◆ Data ◆

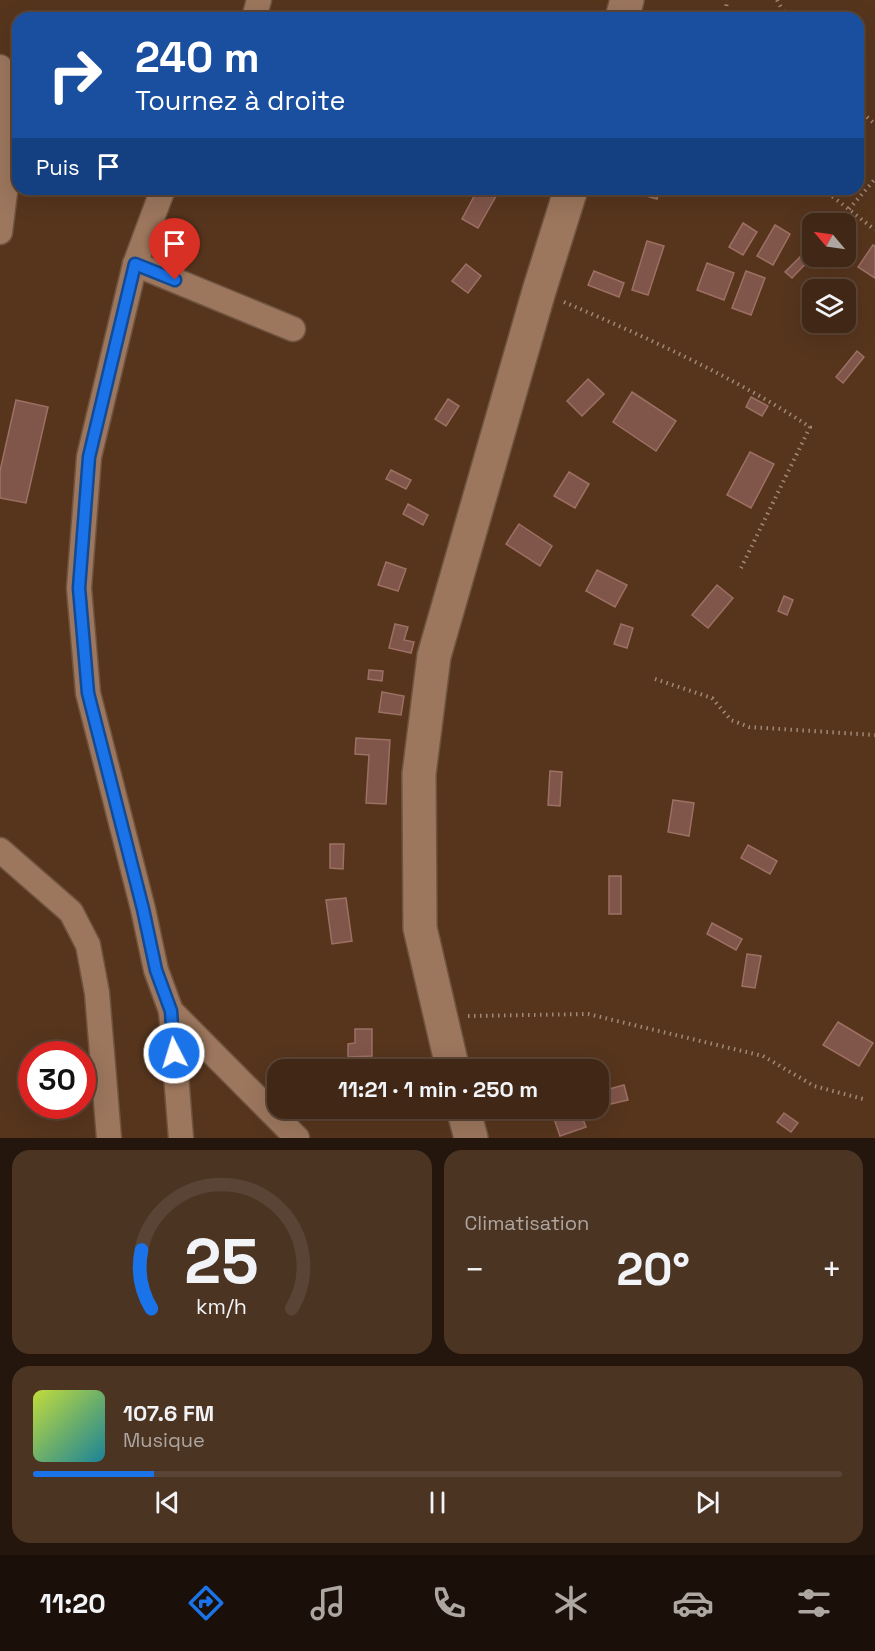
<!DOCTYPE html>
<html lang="fr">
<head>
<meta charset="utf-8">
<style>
  body { margin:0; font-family:"Space Grotesk",sans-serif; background:#4c3423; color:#f1f3f6; height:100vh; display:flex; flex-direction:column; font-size:22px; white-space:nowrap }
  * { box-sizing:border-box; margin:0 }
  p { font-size:20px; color:#aea6a1 }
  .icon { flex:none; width:33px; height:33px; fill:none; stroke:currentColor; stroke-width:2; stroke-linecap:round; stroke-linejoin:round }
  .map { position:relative; height:1138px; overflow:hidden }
  .panel { display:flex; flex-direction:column; gap:12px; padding:12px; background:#24160c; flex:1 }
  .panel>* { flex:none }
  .hud { position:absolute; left:12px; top:12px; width:852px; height:183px; border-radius:18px; box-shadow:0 6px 24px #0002,0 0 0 2px #5a4435; background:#1a4fa0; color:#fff; overflow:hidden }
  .needle { width:39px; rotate:299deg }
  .fabs { position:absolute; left:802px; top:213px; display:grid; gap:12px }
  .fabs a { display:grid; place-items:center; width:54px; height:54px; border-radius:12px; background:#412816; box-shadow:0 6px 24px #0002,0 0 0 2px #5a4435; font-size:30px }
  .speed { position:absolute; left:18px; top:1041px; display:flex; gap:12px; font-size:30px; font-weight:700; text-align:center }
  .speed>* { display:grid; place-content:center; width:78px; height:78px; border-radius:50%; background:#412816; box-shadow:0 6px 24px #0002,0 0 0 2px #5a4435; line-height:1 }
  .speed .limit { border:9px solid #d22; background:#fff; color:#111 }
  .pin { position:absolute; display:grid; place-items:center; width:51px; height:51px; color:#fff; margin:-62px -26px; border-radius:50% 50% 50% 0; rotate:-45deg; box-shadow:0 0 6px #0007 }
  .pin .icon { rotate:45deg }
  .me { position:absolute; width:66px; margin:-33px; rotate:355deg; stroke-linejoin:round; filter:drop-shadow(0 0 4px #0008) }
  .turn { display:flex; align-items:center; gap:21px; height:126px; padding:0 24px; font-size:27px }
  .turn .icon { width:78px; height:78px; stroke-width:2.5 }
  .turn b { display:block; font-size:42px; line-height:51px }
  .then { display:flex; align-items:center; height:57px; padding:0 24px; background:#0003; gap:12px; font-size:22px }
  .big { font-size:45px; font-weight:600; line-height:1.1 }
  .panel .card { flex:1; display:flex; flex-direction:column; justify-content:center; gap:9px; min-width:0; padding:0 21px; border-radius:18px; background:#4c3423 }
  .panel .dial { align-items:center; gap:0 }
  .dial svg { height:156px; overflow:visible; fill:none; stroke:#5a4435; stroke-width:7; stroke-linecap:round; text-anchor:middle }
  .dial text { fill:#f1f3f6; stroke:none }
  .song { display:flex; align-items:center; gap:18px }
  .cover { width:72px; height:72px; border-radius:9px; background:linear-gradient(135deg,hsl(70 70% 55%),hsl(190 70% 35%)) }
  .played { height:6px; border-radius:3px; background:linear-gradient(90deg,#1a73e8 15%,#5a4435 15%) }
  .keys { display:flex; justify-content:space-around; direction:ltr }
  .heat { display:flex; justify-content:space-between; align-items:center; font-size:33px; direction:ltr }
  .panel .tiles { flex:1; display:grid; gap:12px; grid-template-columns:1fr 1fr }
  .card:last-child { grid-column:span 2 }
  .trip { position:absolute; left:267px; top:1059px; width:342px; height:60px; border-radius:18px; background:#412816; box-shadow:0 6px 24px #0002,0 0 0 2px #5a4435; font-weight:600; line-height:60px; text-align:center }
  .dock { display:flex; height:96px; justify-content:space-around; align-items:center; background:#1a1009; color:#aea6a1 }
  .dock .icon { width:42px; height:42px }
  .dock .on { color:#1a73e8 }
  .dock b { font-size:27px; color:#f1f3f6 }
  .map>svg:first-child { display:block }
</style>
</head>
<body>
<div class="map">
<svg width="875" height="1138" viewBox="0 0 875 1138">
  <rect width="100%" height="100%" fill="#57351d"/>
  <!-- building -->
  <g fill="#80554a" stroke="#9d7064" stroke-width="1.5">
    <path d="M478,189H500L478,228L462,219Z"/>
    <path d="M622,189H660L657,199Z"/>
    <path d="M743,223L757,232L743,255L729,247Z"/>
    <path d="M775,225L790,234L773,265L757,256Z"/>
    <path d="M647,241L664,246L648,295L632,290Z"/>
    <path d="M873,245L875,246V278L858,267Z"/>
    <path d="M806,251L812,257L792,278L785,272Z"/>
    <path d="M707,263L734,273L724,300L697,290Z"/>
    <path d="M466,264L481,276L468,293L452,281Z"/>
    <path d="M594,271L624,283L619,297L588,285Z"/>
    <path d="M746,271L765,278L751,315L732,308Z"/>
    <path d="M857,351L864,357L843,383L836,377Z"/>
    <path d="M588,379L604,394L582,416L567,401Z"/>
    <path d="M632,392L676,421L656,451L613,422Z"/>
    <path d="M751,397L768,406L762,416L746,407Z"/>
    <path d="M448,399L459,406L446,426L435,419Z"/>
    <path d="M16,400L48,407L26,503L0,498V471Z"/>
    <path d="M750,452L774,464L751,508L727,495Z"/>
    <path d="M391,470L411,480L406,489L386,479Z"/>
    <path d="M569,472L589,484L575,508L554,496Z"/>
    <path d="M408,504L428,515L423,525L403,514Z"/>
    <path d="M519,524L552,546L540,566L506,544Z"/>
    <path d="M386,562L406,569L398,591L378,585Z"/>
    <path d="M597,570L627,585L615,607L586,591Z"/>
    <path d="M717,585L733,598L708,628L692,615Z"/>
    <path d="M784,596L793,600L787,615L778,611Z"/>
    <path d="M395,624L408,627L404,640L414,642L411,653L389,648Z"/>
    <path d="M621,624L633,628L627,648L614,644Z"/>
    <path d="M369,670L383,671L382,681L368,679Z"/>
    <path d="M382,692L404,696L401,715L379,712Z"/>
    <path d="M356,738L390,740L386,804L366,803L369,755L355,754Z"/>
    <path d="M550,771L562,772L560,806L548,805Z"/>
    <path d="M673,800L694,803L689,836L668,832Z"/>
    <path d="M330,844H344L343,869L330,868Z"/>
    <path d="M748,845L777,861L770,874L741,858Z"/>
    <rect x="609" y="876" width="12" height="38"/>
    <path d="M346,898L352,941L332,944L326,900Z"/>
    <path d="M712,923L742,939L736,950L707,934Z"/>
    <path d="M747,954L761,956L755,988L742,986Z"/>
    <path d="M838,1022L873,1043L859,1066L823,1045Z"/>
    <path d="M355,1029H372V1056L348,1057V1044L355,1043Z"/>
    <path d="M624,1085L628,1100L598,1107V1092Z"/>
    <path d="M572,1108H579L586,1127L560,1136L553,1116Z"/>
    <path d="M784,1113L798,1123L791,1132L777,1122Z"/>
  </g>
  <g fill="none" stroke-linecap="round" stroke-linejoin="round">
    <defs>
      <g id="street">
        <path d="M254,18L259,0"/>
        <path d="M0,67L8,85V168L0,232"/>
        <path d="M163,189L135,264L89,457L79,588L88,693L143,909L156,970L171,1011L297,1138"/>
        <path d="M135,264L293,329"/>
        <path d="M0,850L71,912L88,945L97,993L109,1138"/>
        <path d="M171,1011L181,1138"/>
      </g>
      <g id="secondary">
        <path d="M622,18L627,0"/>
        <path d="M453,1070L420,928L419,774L434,656L539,291L571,189"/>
        <path d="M463,1108L471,1138"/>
      </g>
    </defs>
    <!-- street casing -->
    <use href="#street" stroke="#6e533f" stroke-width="27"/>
    <!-- secondary casing -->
    <use href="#secondary" stroke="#6e533f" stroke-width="36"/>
    <!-- path -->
    <g stroke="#a18977" stroke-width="4" stroke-dasharray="1.5 4.5" stroke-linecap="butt">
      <path d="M777,0L787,18"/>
      <path d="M725,18L727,0"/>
      <path d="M858,109L875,124"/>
      <path d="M823,189L875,230"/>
      <path d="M849,209L875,179"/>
      <path d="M564,302C648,338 734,377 810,427L741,568"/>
      <path d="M655,679L712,698L731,720L749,727L875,735"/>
      <path d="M468,1016L588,1014L763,1056L814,1086L863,1099"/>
    </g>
    <!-- street -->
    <use href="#street" stroke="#9c765d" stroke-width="24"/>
    <!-- secondary -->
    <use href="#secondary" stroke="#9c765d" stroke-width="33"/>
  </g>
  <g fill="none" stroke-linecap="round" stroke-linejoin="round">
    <defs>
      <path id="route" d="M174,1053L171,1011L156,970L143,909L88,693L79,588L89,457L135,264L175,280"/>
    </defs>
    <!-- route casing -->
    <use href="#route" stroke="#114b97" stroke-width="15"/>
    <!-- route -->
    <use href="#route" stroke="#1a73e8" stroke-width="10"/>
  </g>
</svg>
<div class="fabs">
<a><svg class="needle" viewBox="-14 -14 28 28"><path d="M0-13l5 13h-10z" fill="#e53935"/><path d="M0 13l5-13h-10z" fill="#aea6a1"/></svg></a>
<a><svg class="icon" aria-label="layers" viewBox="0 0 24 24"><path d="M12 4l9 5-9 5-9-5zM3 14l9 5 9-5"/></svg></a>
</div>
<div class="speed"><div class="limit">30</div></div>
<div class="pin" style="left:175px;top:280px;background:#d93025"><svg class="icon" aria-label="arrive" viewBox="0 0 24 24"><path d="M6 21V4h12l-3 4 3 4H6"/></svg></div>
<svg class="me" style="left:174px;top:1053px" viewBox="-20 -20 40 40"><circle r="17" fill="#1a73e8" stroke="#fff" stroke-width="3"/><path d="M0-11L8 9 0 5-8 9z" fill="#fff"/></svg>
<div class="trip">11:21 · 1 min · 250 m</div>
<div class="hud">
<div class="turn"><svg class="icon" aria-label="right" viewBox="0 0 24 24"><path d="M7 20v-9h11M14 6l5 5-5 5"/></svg><div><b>240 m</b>Tournez à droite</div></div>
<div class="then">Puis<svg class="icon" aria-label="arrive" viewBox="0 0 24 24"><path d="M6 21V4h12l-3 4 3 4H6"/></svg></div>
</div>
</div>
<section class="panel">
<div class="tiles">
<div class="card dial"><svg viewBox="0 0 100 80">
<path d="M14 69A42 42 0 1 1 86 69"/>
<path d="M14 69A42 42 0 0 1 9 39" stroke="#1a73e8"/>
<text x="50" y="56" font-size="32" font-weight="700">25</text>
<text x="50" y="72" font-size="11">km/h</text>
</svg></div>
<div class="card"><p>Climatisation</p>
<div class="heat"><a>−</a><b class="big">20°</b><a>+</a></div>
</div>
<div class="card">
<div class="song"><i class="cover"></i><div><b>107.6 FM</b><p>Musique</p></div></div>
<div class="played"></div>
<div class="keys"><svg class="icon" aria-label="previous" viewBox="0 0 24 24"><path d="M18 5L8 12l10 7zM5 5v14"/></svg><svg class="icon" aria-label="pause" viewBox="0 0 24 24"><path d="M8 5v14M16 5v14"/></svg><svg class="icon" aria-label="next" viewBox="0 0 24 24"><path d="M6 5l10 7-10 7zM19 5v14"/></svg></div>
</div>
</div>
</section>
<nav class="dock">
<b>11:20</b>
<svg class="icon on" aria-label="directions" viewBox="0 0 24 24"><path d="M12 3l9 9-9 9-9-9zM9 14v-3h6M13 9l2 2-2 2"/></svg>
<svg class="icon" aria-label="music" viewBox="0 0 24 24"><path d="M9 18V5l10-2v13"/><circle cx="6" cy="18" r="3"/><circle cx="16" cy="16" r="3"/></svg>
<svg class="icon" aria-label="phone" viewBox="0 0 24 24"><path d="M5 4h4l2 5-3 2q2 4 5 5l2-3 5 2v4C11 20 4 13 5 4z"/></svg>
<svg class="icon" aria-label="climate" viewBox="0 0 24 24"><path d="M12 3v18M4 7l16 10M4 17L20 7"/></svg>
<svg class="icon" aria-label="car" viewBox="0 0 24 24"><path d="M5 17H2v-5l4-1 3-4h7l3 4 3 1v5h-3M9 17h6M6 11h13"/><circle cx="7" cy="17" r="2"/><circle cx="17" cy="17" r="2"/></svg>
<svg class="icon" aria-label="filters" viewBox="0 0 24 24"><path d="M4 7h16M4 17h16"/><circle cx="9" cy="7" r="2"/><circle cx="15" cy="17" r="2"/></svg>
</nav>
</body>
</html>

◆ Task directions ◆
In the material above, find the line containing "border:9px solid #d22;" and the line containing "display:flex; justify-content:space-between; align-items:center;", then write out exactly those two lines and every line between them, and nothing more.

◆ The answer ◆
  .speed .limit { border:9px solid #d22; background:#fff; color:#111 }
  .pin { position:absolute; display:grid; place-items:center; width:51px; height:51px; color:#fff; margin:-62px -26px; border-radius:50% 50% 50% 0; rotate:-45deg; box-shadow:0 0 6px #0007 }
  .pin .icon { rotate:45deg }
  .me { position:absolute; width:66px; margin:-33px; rotate:355deg; stroke-linejoin:round; filter:drop-shadow(0 0 4px #0008) }
  .turn { display:flex; align-items:center; gap:21px; height:126px; padding:0 24px; font-size:27px }
  .turn .icon { width:78px; height:78px; stroke-width:2.5 }
  .turn b { display:block; font-size:42px; line-height:51px }
  .then { display:flex; align-items:center; height:57px; padding:0 24px; background:#0003; gap:12px; font-size:22px }
  .big { font-size:45px; font-weight:600; line-height:1.1 }
  .panel .card { flex:1; display:flex; flex-direction:column; justify-content:center; gap:9px; min-width:0; padding:0 21px; border-radius:18px; background:#4c3423 }
  .panel .dial { align-items:center; gap:0 }
  .dial svg { height:156px; overflow:visible; fill:none; stroke:#5a4435; stroke-width:7; stroke-linecap:round; text-anchor:middle }
  .dial text { fill:#f1f3f6; stroke:none }
  .song { display:flex; align-items:center; gap:18px }
  .cover { width:72px; height:72px; border-radius:9px; background:linear-gradient(135deg,hsl(70 70% 55%),hsl(190 70% 35%)) }
  .played { height:6px; border-radius:3px; background:linear-gradient(90deg,#1a73e8 15%,#5a4435 15%) }
  .keys { display:flex; justify-content:space-around; direction:ltr }
  .heat { display:flex; justify-content:space-between; align-items:center; font-size:33px; direction:ltr }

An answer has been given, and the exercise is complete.